Anders and his wife Ingrid adopted the surname Norudde in honor of a cottage they renovated on the northern edge of the Udden headland near Lake Olen in the Swedish municipality of Degerfors. He is a native of this region of south central Sweden and got interested in folk music after a stint playing rock guitar. He spent four years studying the making of violins in the Italian tradition and has made and sold several fiddles. He plays a number of instruments, including the fiddle, the moraharpa (an early form of nyckelharpa), Swedish bagpipes and willow flutes. He also collects folk instruments from all over the world.
Kan Själv! provides a wonderful look at the many talents Anders Norudde has to offer. Running just over seventy minutes long, it features twenty-six relatively short instrumental tracks, including a combination of traditional tunes and compositions written by Norudde himself. Accompanied only occasionally by Goran ‘Freddy’ Fredericksson on guitar and bouzouki, Norudde plays the moraharpa, fiddle, Swedish bagpipes and willow flutes. The production is very sparse and clean, the tunes are quite memorable. Kan Själv! is one of those CDs I listen to over and over again.

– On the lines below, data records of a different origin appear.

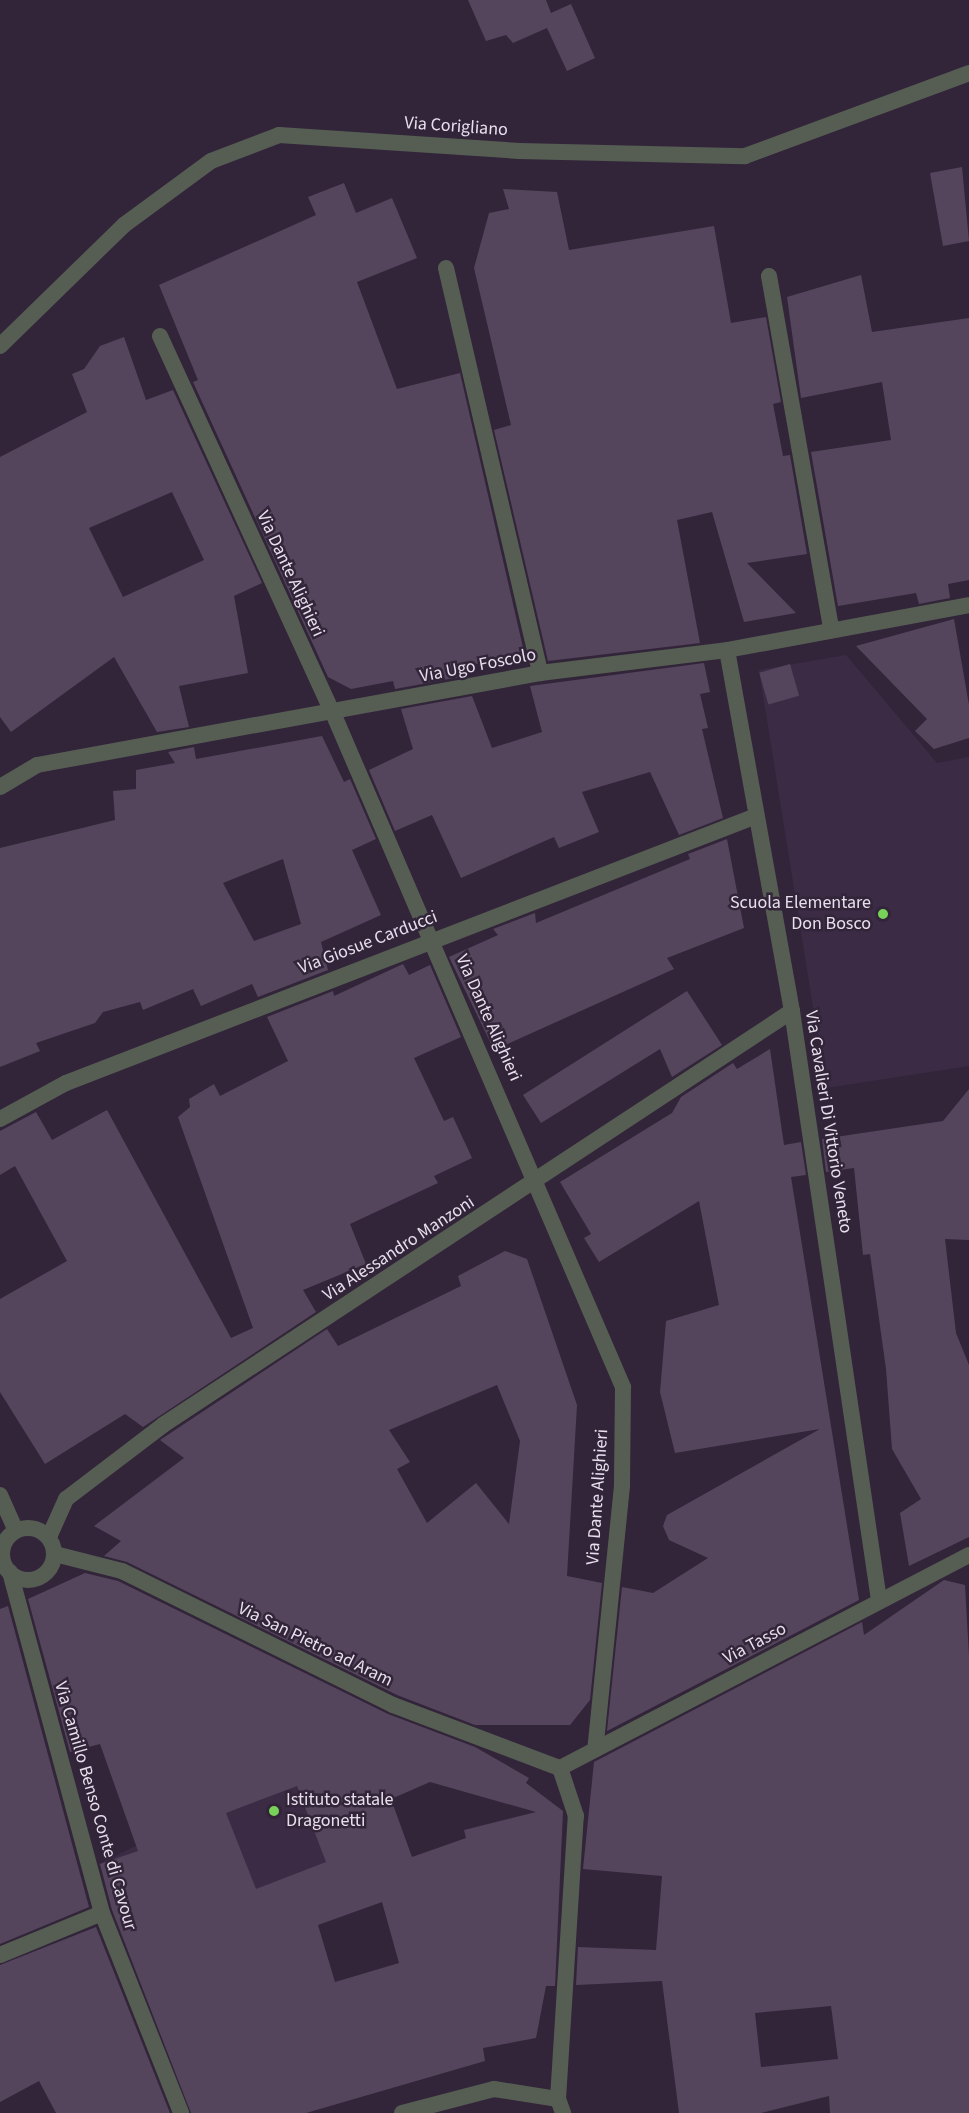 <!DOCTYPE html>
<html>
<head>
<meta charset="utf-8">
<style>
  body { margin:0 }
  #map { position:relative; width:969px; height:2113px; overflow:hidden; background:#322539; font-family:"Source Sans 3",sans-serif }
  div>[style] { position:absolute }
  .built>* { inset:0; background:#3c2b45 }
  .building>* { inset:0; background:#54455c; transform-origin:0 0 }
  .minor>* { height:16px; margin:-8px; padding:0 8px; transform-origin:8px; border-radius:8px; background:#565e54 }
  .minor>.ring { margin:-8px; padding:0; box-sizing:content-box; background:none; border:16px solid #565e54; border-radius:50% }
  .dots>* { width:16px; height:16px; translate:-50% -50%; box-sizing:border-box; border:3px solid #322539; border-radius:50% }
  span { translate:-50% -50%; white-space:nowrap; text-align:center; line-height:1.15; -webkit-text-stroke:5px #322539; paint-order:stroke }
  .street-label { font-size:18px; color:#e8dfed }
  .poi-label { font-size:18px; color:#e8dfed }
  .right { translate:-100% -50%; text-align:right }
  .left { translate:0 -50%; text-align:left }
</style>
</head>
<body>
<div id="map">
  <div class="built">
    <div style="clip-path:polygon(846px 655px,937px 763px,969px 757px,969px 1066px,826px 1088px,759px 670px)"></div>
    <div style="clip-path:polygon(316px 1757px,382px 1902px,148px 1970px,99px 1864px)"></div>
  </div>
  <div class="building">
    <div style="clip-path:polygon(468px 0,546px 0,551px 13px,571px 4px,595px 58px,567px 71px,547px 28px,513px 43px,506px 35px,486px 41px)"></div>
    <div style="clip-path:polygon(962px 167px,969px 241px,943px 246px,930px 173px)"></div>
    <div style="clip-path:polygon(344px 183px,356px 213px,392px 198px,417px 258px,357px 282px,397px 389px,460px 373px,527px 665px,522px 655px,461px 667px,465px 676px,395px 689px,393px 681px,351px 689px,328px 677px,193px 382px,198px 380px,159px 285px,316px 215px,308px 197px)"></div>
    <div style="clip-path:polygon(503px 189px,557px 192px,569px 250px,714px 226px,731px 323px,766px 317px,781px 402px,773px 404px,783px 456px,790px 455px,807px 554px,747px 563px,796px 613px,744px 622px,712px 512px,677px 520px,700px 643px,548px 661px,494px 430px,511px 425px,474px 268px,489px 213px,509px 209px)"></div>
    <div style="clip-path:polygon(861px 275px,872px 332px,969px 318px,969px 580px,948px 584px,950px 598px,919px 604px,916px 593px,838px 606px,811px 452px,891px 440px,882px 382px,801px 398px,787px 297px)"></div>
    <div style="clip-path:polygon(evenodd,124px 337px,146px 400px,173px 390px,262px 583px,234px 596px,248px 673px,179px 686px,189px 727px,157px 732px,114px 657px,11px 732px,0 717px,0 457px,87px 412px,72px 374px,84px 369px,100px 346px,124px 337px,172px 492px,204px 560px,123px 597px,89px 528px,172px 492px)"></div>
    <div style="clip-path:polygon(954px 619px,969px 705px,969px 738px,934px 749px,915px 731px,927px 719px,856px 646px)"></div>
    <div style="clip-path:polygon(704px 663px,710px 692px,700px 694px,708px 728px,702px 729px,723px 818px,679px 835px,650px 772px,582px 792px,599px 832px,559px 848px,554px 837px,461px 878px,432px 815px,395px 831px,369px 770px,413px 749px,401px 709px,472px 696px,492px 748px,542px 732px,530px 686px)"></div>
    <div style="left:790px;top:664px;width:33px;height:32px;rotate:74deg"></div>
    <div style="clip-path:polygon(evenodd,322px 736px,344px 782px,350px 779px,376px 839px,352px 850px,381px 915px,321px 942px,328px 970px,258px 997px,252px 984px,201px 1006px,193px 989px,143px 1010px,140px 1002px,103px 1012px,95px 1023px,36px 1043px,40px 1051px,0 1067px,0 848px,115px 820px,113px 791px,136px 789px,136px 770px,175px 763px,168px 752px,194px 747px,196px 759px,322px 736px,283px 859px,301px 924px,254px 941px,223px 883px,283px 859px)"></div>
    <div style="clip-path:polygon(727px 839px,744px 928px,667px 958px,674px 969px,494px 1050px,449px 957px,498px 935px,493px 929px,535px 913px,536px 923px,690px 859px,688px 854px)"></div>
    <div style="clip-path:polygon(403px 964px,409px 975px,430px 965px,461px 1037px,414px 1058px,444px 1121px,453px 1117px,472px 1158px,434px 1176px,438px 1183px,350px 1224px,366px 1264px,303px 1290px,316px 1312px,143px 1427px,125px 1414px,45px 1464px,0 1392px,0 1299px,67px 1261px,15px 1166px,0 1175px,0 1131px,36px 1112px,52px 1140px,107px 1110px,231px 1338px,253px 1328px,178px 1117px,190px 1107px,189px 1099px,214px 1084px,220px 1096px,288px 1061px,267px 1017px,333px 991px,334px 996px)"></div>
    <div style="clip-path:polygon(687px 991px,722px 1045px,672px 1077px,660px 1049px,541px 1123px,523px 1095px)"></div>
    <div style="clip-path:polygon(770px 1049px,784px 1145px,801px 1142px,806px 1175px,791px 1177px,859px 1600px,607px 1731px,622px 1587px,653px 1593px,708px 1558px,669px 1540px,663px 1526px,667px 1515px,820px 1429px,675px 1453px,660px 1392px,666px 1321px,719px 1305px,699px 1201px,599px 1262px,584px 1238px,591px 1234px,560px 1182px,672px 1113px,681px 1097px,733px 1063px,737px 1069px)"></div>
    <div style="clip-path:polygon(969px 1089px,969px 1240px,945px 1239px,956px 1333px,969px 1365px,969px 1537px,909px 1566px,900px 1513px,921px 1499px,892px 1449px,886px 1369px,870px 1254px,863px 1255px,854px 1168px,826px 1172px,822px 1139px,943px 1121px)"></div>
    <div style="clip-path:polygon(evenodd,505px 1251px,527px 1259px,577px 1405px,567px 1576px,602px 1583px,590px 1700px,570px 1725px,475px 1725px,397px 1695px,127px 1562px,104px 1556px,121px 1541px,94px 1526px,184px 1458px,160px 1440px,169px 1434px,327px 1329px,338px 1346px,461px 1286px,458px 1276px,505px 1251px,497px 1385px,520px 1441px,509px 1524px,476px 1483px,427px 1523px,397px 1469px,410px 1462px,389px 1430px,497px 1385px)"></div>
    <div style="clip-path:polygon(evenodd,85px 1573px,118px 1581px,388px 1714px,475px 1747px,529px 1778px,526px 1783px,563px 1811px,555px 1986px,546px 1986px,536px 2038px,483px 2048px,485px 2061px,306px 2113px,191px 2113px,112px 1910px,100px 1864px,138px 1851px,100px 1744px,70px 1752px,28px 1599px,85px 1573px,430px 1782px,536px 1812px,464px 1830px,466px 1838px,412px 1857px,391px 1799px,430px 1782px,85px 1573px,297px 1786px,326px 1862px,256px 1889px,226px 1813px,297px 1786px,85px 1573px,382px 1902px,399px 1963px,335px 1982px,318px 1925px,382px 1902px)"></div>
    <div style="clip-path:polygon(evenodd,944px 1580px,965px 1585px,969px 1656px,969px 2113px,830px 2113px,829px 2096px,761px 2113px,679px 2113px,662px 1981px,576px 1985px,578px 1947px,656px 1950px,662px 1876px,583px 1869px,594px 1762px,862px 1622px,864px 1635px,944px 1580px,831px 2006px,838px 2059px,761px 2067px,755px 2013px,831px 2006px)"></div>
    <div style="clip-path:polygon(8px 1606px,89px 1907px,0 1944px,0 1609px)"></div>
    <div style="clip-path:polygon(96px 1927px,170px 2113px,56px 2113px,39px 2081px,0 2102px,0 1965px)"></div>
  </div>
  <div class="minor">
    <div style="left:446px;top:268px;width:416px;rotate:76.9deg"></div>
    <div style="left:769px;top:276px;width:356px;rotate:80deg"></div>
    <div style="left:160px;top:336px;width:415px;rotate:65.4deg"></div>
    <div style="left:333px;top:713px;width:734px;rotate:66.72deg"></div>
    <div style="left:623px;top:1387px;width:99px;rotate:90.6deg"></div>
    <div style="left:622px;top:1486px;width:265px;rotate:95.8deg"></div>
    <div style="left:0;top:346px;width:173px;rotate:-44.3deg"></div>
    <div style="left:124px;top:225px;width:108px;rotate:-36.3deg"></div>
    <div style="left:211px;top:161px;width:73px;rotate:-20.9deg"></div>
    <div style="left:279px;top:135px;width:241px;rotate:3.8deg"></div>
    <div style="left:519px;top:151px;width:226px;rotate:1.3deg"></div>
    <div style="left:745px;top:156px;width:239px;rotate:-20.3deg"></div>
    <div style="left:727px;top:650px;width:367px;rotate:79.8deg"></div>
    <div style="left:792px;top:1011px;width:595px;rotate:81.6deg"></div>
    <div style="left:0;top:787px;width:43px;rotate:-30.7deg"></div>
    <div style="left:37px;top:765px;width:511px;rotate:-10.36deg"></div>
    <div style="left:540px;top:673px;width:188px;rotate:-7deg"></div>
    <div style="left:727px;top:650px;width:246px;rotate:-10.5deg"></div>
    <div style="left:0;top:1119px;width:75px;rotate:-28.6deg"></div>
    <div style="left:66px;top:1083px;width:740px;rotate:-21.15deg"></div>
    <div style="left:0;top:1495px;width:39px;rotate:66deg"></div>
    <div class="ring" style="left:2px;top:1528px;width:36px;height:36px"></div>
    <div style="left:49px;top:1537px;width:42px;rotate:-65.9deg"></div>
    <div style="left:66px;top:1499px;width:122px;rotate:-37.3deg"></div>
    <div style="left:163px;top:1425px;width:753px;rotate:-33.35deg"></div>
    <div style="left:55px;top:1554px;width:69px;rotate:14.2deg"></div>
    <div style="left:122px;top:1571px;width:302px;rotate:26.3deg"></div>
    <div style="left:393px;top:1705px;width:178px;rotate:20.7deg"></div>
    <div style="left:10px;top:1572px;width:353px;rotate:74.9deg"></div>
    <div style="left:102px;top:1913px;width:215px;rotate:68.4deg"></div>
    <div style="left:560px;top:1768px;width:461px;rotate:-27.5deg"></div>
    <div style="left:0;top:1955px;width:110px;rotate:-22.4deg"></div>
    <div style="left:558px;top:2099px;width:284px;rotate:-86.4deg"></div>
    <div style="left:576px;top:1816px;width:51px;rotate:-108.4deg"></div>
    <div style="left:402px;top:2113px;width:95px;rotate:-14.6deg"></div>
    <div style="left:494px;top:2089px;width:65px;rotate:8.9deg"></div>
    <div style="left:558px;top:2099px;width:15px;rotate:70deg"></div>
  </div>
  <div class="dots">
    <div style="left:883px;top:914px;background:#78d158"></div>
    <div style="left:274px;top:1811px;background:#78d158"></div>
  </div>
  <div class="street-label">
    <span style="left:456px;top:127px;rotate:4deg">Via Corigliano</span>
    <span style="left:290px;top:574px;rotate:65deg">Via Dante Alighieri</span>
    <span style="left:478px;top:666px;rotate:-11deg">Via Ugo Foscolo</span>
    <span style="left:368px;top:943px;rotate:-21deg">Via Giosue Carducci</span>
    <span style="left:488px;top:1018px;rotate:66deg">Via Dante Alighieri</span>
    <span style="left:828px;top:1122px;rotate:81deg">Via Cavalieri Di Vittorio Veneto</span>
    <span style="left:399px;top:1249px;rotate:-33deg">Via Alessandro Manzoni</span>
    <span style="left:598px;top:1497px;rotate:-86deg">Via Dante Alighieri</span>
    <span style="left:755px;top:1644px;rotate:-28deg">Via Tasso</span>
    <span style="left:315px;top:1645px;rotate:26deg">Via San Pietro ad Aram</span>
    <span style="left:95px;top:1806px;rotate:74deg">Via Camillo Benso Conte di Cavour</span>
  </div>
  <div class="poi-label">
    <span class="right" style="left:871px;top:914px">Scuola Elementare<br>Don Bosco</span>
    <span class="left" style="left:286px;top:1811px">Istituto statale<br>Dragonetti</span>
  </div>
</div>
</body>
</html>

On Med hull och hår, Norudde shares the spotlight with two other artists (‘Freddy’ Fredericksson again on guitar and bouzouki and Leo Svensson on cello). So (except on tracks 8 and 16, which could have come from Kan Själv!) the sound is completely different, reminding me of Väsen more than anything else. This CD runs sixty-three minutes long and features twenty-five short instrumental tracks. The English liner notes in this CD are extensive enough so that I can actually say something intelligent about the tunes. I can tell you that Anders composed five of these tunes, Leo another two. The rest are adaptations of traditional tunes that Anders has been collecting for several years. Most of the tunes can be characterized as dance tunes, waltzes and polskas and quadrilles.
While I was writing this review, I discovered that a third CD from Anders, Böndernas underverk (Farmer’s Miracle) was available at a price I was willing to pay. I ordered it, of course, and it arrived in the mail a few days later. It’s just over fifty-two minutes long and features twenty-six tracks, thus upholding the approach favored by Anders and collaborators on the two earlier releases — lots of really short pieces. These are also traditional dance tunes, almost exclusively polskas, from Visnum, Sweden, near a lake west of Stockholm where the oldest surviving musical instrument crafted from animal horn was found. The English translation of the liner notes indicates that Anders and Lennart met over twenty years ago and began playing tunes together in the last few years. Like Anders, Lennart is a multi-instrumentalist. On this CD, they both favor fiddles, with the occasional use of the moraharpa and mouth organ for variety. The overall effect is a bit too sparse and staid for my taste, I’m afraid.